I have the same stove in a free standing model, if I may give a couple of my thoughts here.  I have not had any problems with dirty glass mine has been maintenance free since I bought it last year, personally I really like this stove it is very quiet and easy to run.

I did catch one post where you mentioned Heartland pellets, I had a ton of them that I bought last year and had many problems with the only three bags that I tried to burn and returned the rest.  This may not be the problem but I found those pellets to be very sticky and plug the auger as well as being very dirty leaving large amounts of ash.  Since then I have been running Lignetics and Heatrs which are much lighter in color and are not sticky or gummy feeling.

I don't what altitude you are at but my stove is at 6400Ft I actually closed the draft all the way down to keep it from burning more than is being fed on the lowest setting.  I wouldn't mind being able to close it down a little more as it still burns pretty fast on the lowest setting.  I also don't have a 19' run this stove is just a direct vent out 4' from the side of the house, my corn stove has a 7' run up the side of the house.  I know mine hasn't had the high altitude adjustment made I helped them un box and light it at the dealer before putting it on my truck.

Door gasket leaking is not likely either if I even think about opening the door the vacum switch shuts the stove down this stove is very sensitive in that regard.  I also have a corn burner in another part of the house, this one you can open it for several minutes before it will shut down.

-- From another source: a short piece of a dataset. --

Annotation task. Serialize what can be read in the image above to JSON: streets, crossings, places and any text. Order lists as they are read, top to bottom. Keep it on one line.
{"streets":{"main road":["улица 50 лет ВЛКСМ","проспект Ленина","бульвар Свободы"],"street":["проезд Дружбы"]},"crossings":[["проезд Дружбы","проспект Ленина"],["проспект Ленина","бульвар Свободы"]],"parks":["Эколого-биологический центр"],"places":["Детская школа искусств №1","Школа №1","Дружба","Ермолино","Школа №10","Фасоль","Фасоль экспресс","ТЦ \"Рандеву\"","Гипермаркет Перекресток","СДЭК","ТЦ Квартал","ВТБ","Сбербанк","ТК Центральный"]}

Its possible that the Heartland pellets have gummed up the burn pot even after only 16 or so hours like I mentioned I didn't care for those pellets but yours may have come from a different plant or even a different batch and could be better than the ones I had.  I use a small stiff wire to clean out the burn pot holes and scrape the bottom of the pot every other week or so.  I don't have a problem with the holes plugging although one or two may get some crud in them every now and then it doesn't hurt to pull it out and check it once a week or so.

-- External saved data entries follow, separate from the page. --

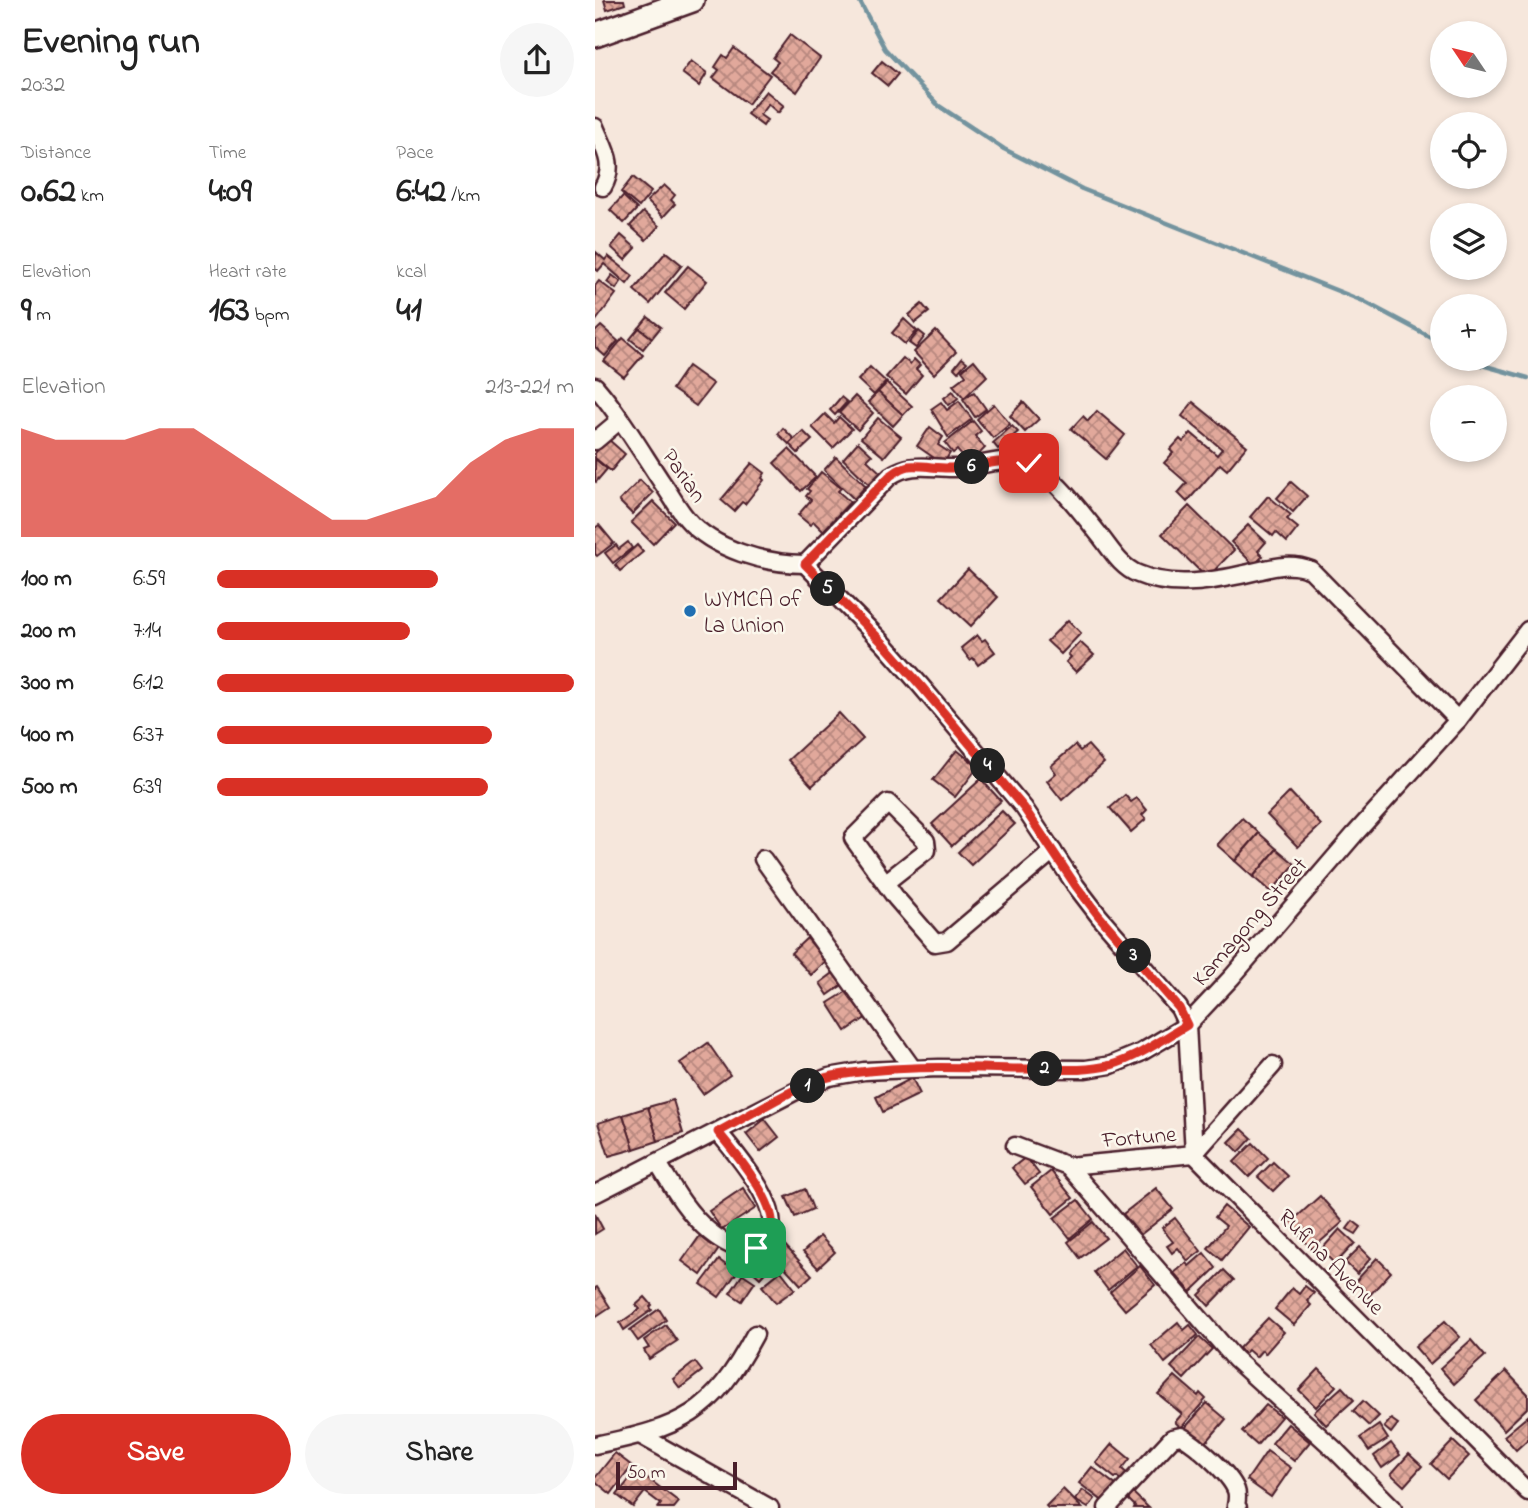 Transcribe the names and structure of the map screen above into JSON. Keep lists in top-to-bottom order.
{
  "streets": {
    "street": [
      "Parian",
      "Kamagong Street",
      "Fortune",
      "Rufina Avenue"
    ]
  },
  "crossings": [
    ["Fortune", "Rufina Avenue"]
  ],
  "places": ["WYMCA of La Union"],
  "scale_bar": "50 m",
  "north": "top left",
  "page": {
    "heading": ["Evening run", "20:32"],
    "map_buttons": ["+", "−"],
    "stats": [
      ["Distance", "0.62 km"],
      ["Time", "4:09"],
      ["Pace", "6:42 /km"],
      ["Elevation", "9 m"],
      ["Heart rate", "163 bpm"],
      ["kcal", "41"]
    ],
    "chart": ["Elevation", "213–221 m"],
    "pins": [
      "6",
      "5",
      "4",
      "3",
      "2",
      "1"
    ],
    "list": [
      {
        "name": "100 m",
        "note": "6:59"
      },
      {
        "name": "200 m",
        "note": "7:14"
      },
      {
        "name": "300 m",
        "note": "6:12"
      },
      {
        "name": "400 m",
        "note": "6:37"
      },
      {
        "name": "500 m",
        "note": "6:39"
      }
    ],
    "buttons": ["Save", "Share"],
    "scale": "50 m"
  }
} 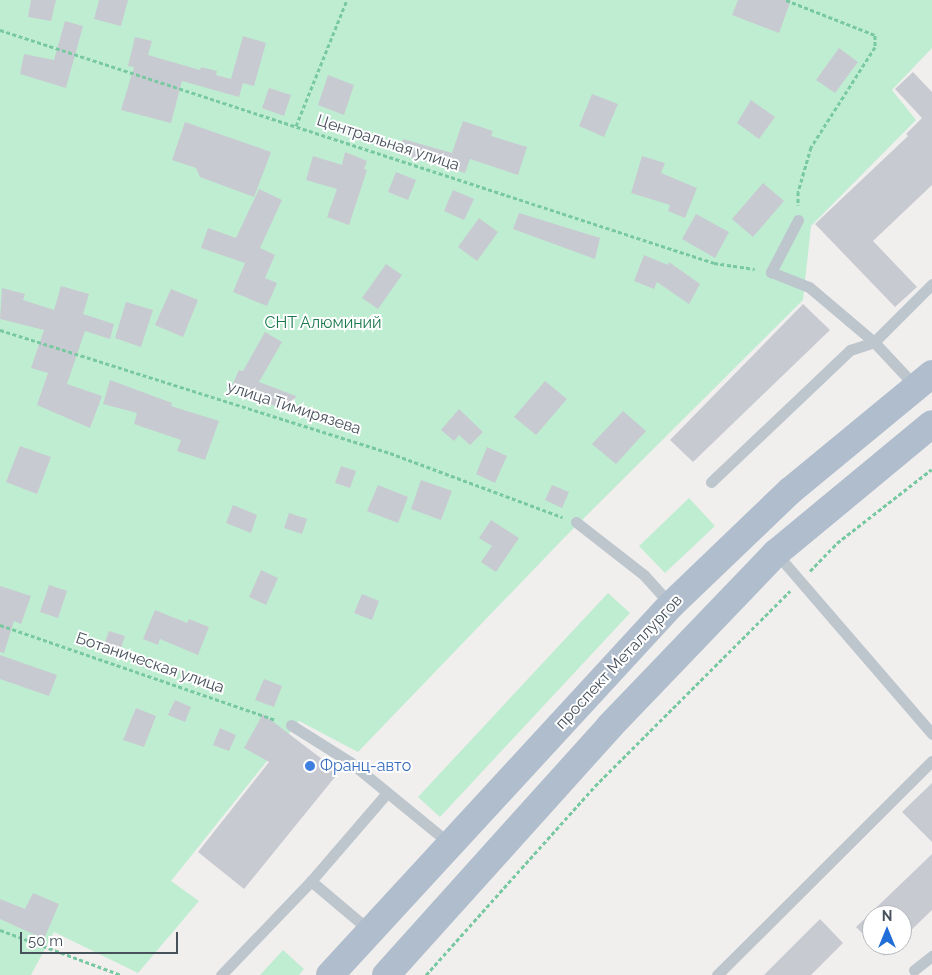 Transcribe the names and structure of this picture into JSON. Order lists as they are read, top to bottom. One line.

If its not the pellets and its probably not then I would get the 3" replaced with 4" the whole 19' I think that will give a better draft over all anyway.

Mike


----------



## begreen (Oct 28, 2007)

Good call Mike. Trying a few bags of another premium brand of pellets could be the cheapest and simplest test. What brand did you switch to? Are Lignetics (Idaho softwood) available to you?


----------



## begreen (Oct 28, 2007)

Hmmm. This is getting me thinking about starting some sort of pellet rating system as a wiki.


----------



## 3nickles (Oct 28, 2007)

Thanks for the advice guys. Guess I'll wait and see if the combustion blower (high altitude setting which increases blower speed) bump fixes it. If not maybe I'll have to ask the dealer to install 4" pipe.

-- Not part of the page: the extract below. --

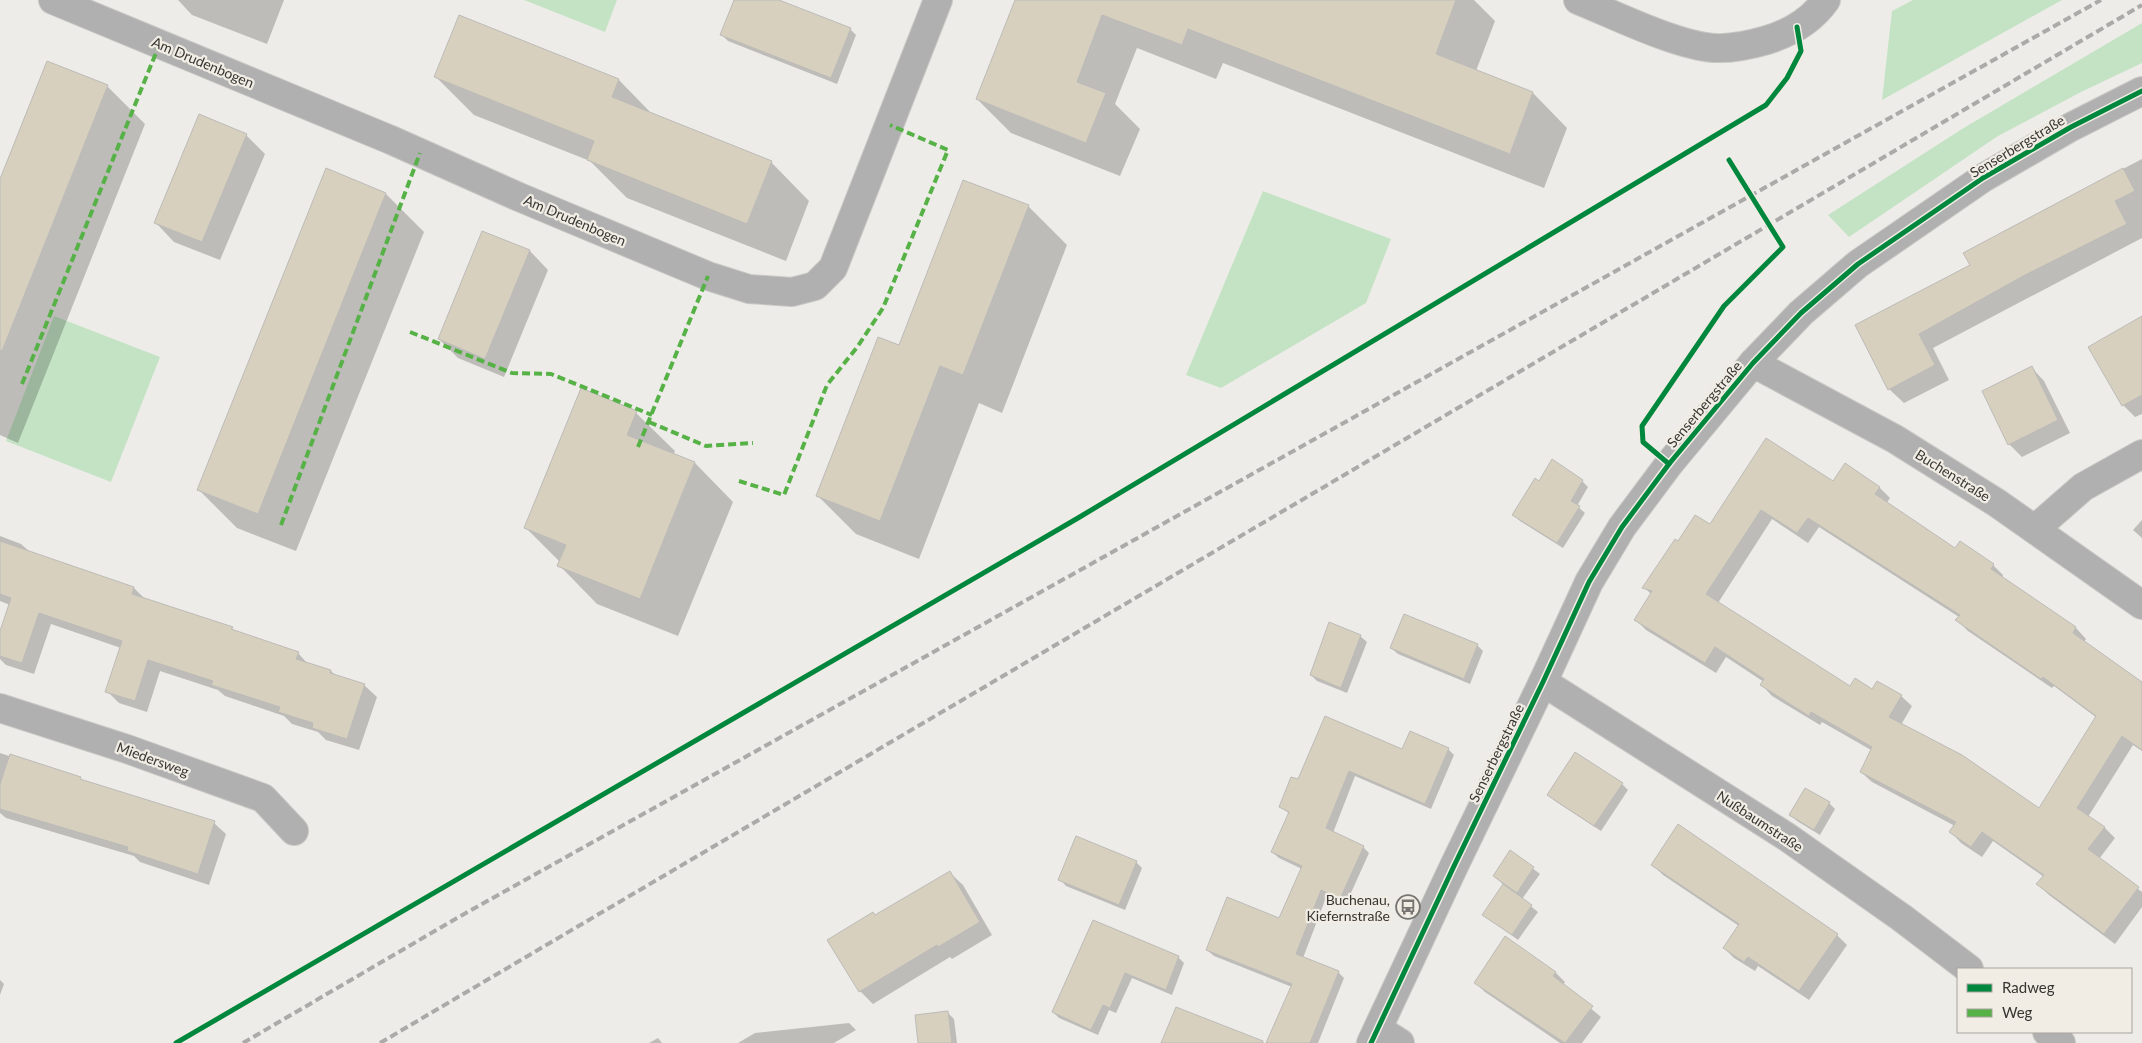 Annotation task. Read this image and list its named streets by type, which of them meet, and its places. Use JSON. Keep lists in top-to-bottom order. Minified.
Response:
{"streets":{"street":["Am Drudenbogen","Senserbergstraße","Buchenstraße","Miedersweg","Nußbaumstraße"]},"crossings":[["Senserbergstraße","Buchenstraße"],["Senserbergstraße","Nußbaumstraße"]],"places":{"bus stop":["Buchenau, Kiefernstraße"]},"legend":["Radweg","Weg"]}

Regarding Pellets: Same result and I've tried Goldenfire, Uncle Jeds' Cold Remedy, Dejnos and Heartland.

Side Note: Installer has same stove and said he uses Dejnos and Uncle Jed's and does not have this problem so I think I can rule the pellet quality out.


----------



## F350R (Oct 30, 2007)

Other than the Heartlands I can not say I have ever heard of any of those brands.  The Lignetics a very good brand that we can get in Colorado.  Rocky Mountain is another good brand at least it was last year I couldn't find them this year.  This year they had Heat'rs so I got a ton of those but haven't tried any yet, its still a little warm yet.  The Heat'rs are very light in color and are not at all sticky or waxy so they should have no trouble feeding.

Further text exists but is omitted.